> _Problem to work on_
Which of the lines below hold "page"? Please return each one.
__________
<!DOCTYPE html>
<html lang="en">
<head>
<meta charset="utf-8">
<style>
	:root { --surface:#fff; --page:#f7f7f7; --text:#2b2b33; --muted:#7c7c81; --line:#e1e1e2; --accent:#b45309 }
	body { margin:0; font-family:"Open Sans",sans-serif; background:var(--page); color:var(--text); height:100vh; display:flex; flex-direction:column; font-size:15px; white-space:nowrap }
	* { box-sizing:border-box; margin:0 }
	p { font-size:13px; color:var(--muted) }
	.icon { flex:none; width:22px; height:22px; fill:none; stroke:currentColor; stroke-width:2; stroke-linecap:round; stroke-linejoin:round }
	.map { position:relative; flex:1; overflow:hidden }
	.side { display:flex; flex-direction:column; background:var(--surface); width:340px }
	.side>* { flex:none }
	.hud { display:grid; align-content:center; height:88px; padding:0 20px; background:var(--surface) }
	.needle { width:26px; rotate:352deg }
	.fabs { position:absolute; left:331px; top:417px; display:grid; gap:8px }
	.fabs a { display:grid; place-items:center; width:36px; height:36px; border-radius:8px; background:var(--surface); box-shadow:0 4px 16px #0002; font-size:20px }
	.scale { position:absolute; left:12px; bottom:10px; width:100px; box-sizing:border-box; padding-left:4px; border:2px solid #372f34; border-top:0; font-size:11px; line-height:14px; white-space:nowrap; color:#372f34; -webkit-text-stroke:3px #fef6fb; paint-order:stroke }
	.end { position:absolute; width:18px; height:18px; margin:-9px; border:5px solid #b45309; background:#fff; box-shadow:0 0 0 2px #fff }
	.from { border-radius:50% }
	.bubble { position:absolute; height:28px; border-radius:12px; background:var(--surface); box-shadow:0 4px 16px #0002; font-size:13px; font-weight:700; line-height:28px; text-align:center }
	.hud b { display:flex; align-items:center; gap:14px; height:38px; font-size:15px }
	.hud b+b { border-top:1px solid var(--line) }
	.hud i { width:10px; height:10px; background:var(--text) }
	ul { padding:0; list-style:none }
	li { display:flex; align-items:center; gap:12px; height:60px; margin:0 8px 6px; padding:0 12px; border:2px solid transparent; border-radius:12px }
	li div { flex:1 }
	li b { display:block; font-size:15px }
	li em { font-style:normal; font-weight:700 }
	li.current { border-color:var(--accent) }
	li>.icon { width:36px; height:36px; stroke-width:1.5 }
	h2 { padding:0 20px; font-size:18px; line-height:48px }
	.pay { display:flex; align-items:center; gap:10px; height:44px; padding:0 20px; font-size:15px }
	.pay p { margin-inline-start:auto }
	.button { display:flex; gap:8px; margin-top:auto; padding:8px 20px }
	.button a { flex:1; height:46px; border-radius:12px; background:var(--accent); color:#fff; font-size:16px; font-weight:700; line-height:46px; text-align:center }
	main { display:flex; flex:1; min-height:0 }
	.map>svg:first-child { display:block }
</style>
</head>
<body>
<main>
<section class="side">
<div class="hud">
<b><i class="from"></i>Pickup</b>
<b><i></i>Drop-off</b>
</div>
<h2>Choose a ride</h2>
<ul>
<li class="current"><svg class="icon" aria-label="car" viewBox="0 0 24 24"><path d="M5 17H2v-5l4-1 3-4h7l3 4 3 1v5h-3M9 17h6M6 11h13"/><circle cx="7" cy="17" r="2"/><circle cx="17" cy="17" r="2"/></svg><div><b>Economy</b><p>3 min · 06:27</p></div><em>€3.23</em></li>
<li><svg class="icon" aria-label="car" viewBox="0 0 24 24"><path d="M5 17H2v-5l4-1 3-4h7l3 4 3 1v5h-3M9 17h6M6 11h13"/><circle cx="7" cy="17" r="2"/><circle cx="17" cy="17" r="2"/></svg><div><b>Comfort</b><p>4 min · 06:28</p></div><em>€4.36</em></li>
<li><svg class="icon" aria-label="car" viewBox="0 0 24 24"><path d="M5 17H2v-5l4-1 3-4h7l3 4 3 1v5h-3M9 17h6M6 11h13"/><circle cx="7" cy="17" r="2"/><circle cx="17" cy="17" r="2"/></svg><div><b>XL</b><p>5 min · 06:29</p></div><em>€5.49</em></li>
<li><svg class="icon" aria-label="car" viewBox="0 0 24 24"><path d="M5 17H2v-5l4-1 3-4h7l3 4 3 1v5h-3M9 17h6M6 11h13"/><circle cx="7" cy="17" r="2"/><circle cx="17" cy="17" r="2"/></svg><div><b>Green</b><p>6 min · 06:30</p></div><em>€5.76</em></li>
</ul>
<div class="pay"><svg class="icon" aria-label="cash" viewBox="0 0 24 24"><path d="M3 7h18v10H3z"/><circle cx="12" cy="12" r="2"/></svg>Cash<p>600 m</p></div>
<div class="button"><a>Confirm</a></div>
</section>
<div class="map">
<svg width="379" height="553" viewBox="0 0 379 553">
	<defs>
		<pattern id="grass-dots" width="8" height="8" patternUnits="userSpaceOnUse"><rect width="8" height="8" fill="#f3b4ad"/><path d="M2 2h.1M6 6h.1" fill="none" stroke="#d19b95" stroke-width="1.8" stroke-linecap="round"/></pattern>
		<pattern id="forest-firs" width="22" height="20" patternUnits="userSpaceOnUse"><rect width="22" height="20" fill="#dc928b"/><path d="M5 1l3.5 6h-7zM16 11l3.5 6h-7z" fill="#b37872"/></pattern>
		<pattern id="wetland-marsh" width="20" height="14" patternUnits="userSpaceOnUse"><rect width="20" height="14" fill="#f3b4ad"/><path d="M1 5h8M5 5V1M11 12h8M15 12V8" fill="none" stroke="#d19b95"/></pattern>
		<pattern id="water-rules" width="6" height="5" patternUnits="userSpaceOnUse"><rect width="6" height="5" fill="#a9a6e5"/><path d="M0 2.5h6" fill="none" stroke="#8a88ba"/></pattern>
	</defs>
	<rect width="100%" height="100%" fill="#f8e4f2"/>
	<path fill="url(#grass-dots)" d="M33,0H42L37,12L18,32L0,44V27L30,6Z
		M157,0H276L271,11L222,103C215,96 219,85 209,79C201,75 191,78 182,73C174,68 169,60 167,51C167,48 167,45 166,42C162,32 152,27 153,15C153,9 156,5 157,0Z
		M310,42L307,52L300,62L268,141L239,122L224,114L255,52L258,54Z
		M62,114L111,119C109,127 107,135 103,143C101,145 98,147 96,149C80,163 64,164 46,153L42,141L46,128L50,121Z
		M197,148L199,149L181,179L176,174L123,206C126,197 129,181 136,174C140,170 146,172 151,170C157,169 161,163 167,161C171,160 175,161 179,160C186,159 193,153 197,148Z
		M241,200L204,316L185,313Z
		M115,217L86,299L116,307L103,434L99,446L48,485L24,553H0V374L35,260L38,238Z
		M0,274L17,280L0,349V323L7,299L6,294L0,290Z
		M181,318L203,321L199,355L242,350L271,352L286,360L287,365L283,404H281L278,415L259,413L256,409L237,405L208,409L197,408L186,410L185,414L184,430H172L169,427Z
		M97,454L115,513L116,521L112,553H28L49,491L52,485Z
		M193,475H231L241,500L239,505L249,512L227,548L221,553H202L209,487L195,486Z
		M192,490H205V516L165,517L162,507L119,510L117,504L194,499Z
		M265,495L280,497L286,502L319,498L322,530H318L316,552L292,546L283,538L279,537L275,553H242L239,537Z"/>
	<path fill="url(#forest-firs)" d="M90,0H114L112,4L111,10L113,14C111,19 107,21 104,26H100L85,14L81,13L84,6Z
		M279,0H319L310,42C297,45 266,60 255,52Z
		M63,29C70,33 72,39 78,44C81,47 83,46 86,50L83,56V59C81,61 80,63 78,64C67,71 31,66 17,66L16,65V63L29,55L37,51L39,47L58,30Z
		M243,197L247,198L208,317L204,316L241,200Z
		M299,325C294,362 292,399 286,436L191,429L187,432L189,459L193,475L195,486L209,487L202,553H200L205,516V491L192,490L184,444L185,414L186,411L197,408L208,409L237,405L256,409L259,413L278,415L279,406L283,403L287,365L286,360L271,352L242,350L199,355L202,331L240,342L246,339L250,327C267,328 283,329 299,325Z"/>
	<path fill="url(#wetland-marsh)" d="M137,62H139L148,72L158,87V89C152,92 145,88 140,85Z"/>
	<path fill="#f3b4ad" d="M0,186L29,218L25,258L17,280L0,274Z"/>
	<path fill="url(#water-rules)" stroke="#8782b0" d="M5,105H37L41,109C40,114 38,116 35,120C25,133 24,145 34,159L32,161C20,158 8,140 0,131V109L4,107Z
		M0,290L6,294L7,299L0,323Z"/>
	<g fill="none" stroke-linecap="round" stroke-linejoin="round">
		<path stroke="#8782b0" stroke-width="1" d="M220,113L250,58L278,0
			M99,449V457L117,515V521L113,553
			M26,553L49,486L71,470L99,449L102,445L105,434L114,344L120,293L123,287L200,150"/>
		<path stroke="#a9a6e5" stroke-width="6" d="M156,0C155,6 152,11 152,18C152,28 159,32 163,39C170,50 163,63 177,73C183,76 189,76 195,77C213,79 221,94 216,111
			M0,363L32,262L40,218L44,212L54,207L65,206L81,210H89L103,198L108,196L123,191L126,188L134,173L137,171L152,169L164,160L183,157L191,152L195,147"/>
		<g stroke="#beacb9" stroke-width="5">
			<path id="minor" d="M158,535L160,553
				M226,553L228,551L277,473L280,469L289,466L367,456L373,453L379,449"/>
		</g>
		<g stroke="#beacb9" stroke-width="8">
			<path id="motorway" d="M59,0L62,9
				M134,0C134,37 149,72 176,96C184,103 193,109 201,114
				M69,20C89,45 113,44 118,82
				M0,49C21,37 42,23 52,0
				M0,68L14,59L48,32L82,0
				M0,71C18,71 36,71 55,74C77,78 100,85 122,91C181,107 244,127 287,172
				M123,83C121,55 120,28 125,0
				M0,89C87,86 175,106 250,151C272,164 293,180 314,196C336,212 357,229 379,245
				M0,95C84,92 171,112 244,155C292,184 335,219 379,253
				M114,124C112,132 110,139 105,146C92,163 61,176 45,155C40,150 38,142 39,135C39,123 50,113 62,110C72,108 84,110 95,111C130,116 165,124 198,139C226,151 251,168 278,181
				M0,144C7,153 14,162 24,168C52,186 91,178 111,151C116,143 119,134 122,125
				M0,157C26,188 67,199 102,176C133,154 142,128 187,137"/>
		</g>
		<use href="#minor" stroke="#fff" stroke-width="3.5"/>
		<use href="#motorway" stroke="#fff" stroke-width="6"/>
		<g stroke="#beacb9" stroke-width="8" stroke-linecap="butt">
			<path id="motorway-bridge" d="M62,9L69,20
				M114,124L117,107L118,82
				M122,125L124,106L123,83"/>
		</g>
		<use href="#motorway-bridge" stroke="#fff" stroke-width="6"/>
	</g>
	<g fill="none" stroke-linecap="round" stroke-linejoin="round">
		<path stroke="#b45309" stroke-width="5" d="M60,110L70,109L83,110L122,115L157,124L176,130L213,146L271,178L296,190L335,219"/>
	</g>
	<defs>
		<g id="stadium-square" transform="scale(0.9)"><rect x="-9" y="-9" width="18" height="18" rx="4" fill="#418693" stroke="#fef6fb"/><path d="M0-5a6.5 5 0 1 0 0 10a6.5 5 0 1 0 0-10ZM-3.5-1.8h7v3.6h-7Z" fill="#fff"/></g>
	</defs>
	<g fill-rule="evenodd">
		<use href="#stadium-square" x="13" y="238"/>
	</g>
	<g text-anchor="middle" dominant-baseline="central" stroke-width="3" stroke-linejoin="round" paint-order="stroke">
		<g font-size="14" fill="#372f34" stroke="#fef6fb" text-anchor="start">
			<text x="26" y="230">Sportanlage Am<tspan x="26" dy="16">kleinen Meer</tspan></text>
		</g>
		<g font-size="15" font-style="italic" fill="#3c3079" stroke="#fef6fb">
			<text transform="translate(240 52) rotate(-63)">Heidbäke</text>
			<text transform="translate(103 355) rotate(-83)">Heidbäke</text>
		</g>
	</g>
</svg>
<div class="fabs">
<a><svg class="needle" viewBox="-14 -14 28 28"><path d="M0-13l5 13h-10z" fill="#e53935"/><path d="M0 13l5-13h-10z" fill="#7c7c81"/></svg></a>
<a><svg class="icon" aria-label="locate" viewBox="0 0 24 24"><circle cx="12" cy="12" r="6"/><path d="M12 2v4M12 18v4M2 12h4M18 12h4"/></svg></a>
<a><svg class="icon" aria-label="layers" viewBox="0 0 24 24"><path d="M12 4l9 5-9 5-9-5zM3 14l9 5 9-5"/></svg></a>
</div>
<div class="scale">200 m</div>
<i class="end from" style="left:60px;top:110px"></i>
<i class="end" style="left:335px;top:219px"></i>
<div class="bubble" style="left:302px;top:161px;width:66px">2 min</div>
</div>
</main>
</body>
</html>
__________
> _Exercise response_
	:root { --surface:#fff; --page:#f7f7f7; --text:#2b2b33; --muted:#7c7c81; --line:#e1e1e2; --accent:#b45309 }
	body { margin:0; font-family:"Open Sans",sans-serif; background:var(--page); color:var(--text); height:100vh; display:flex; flex-direction:column; font-size:15px; white-space:nowrap }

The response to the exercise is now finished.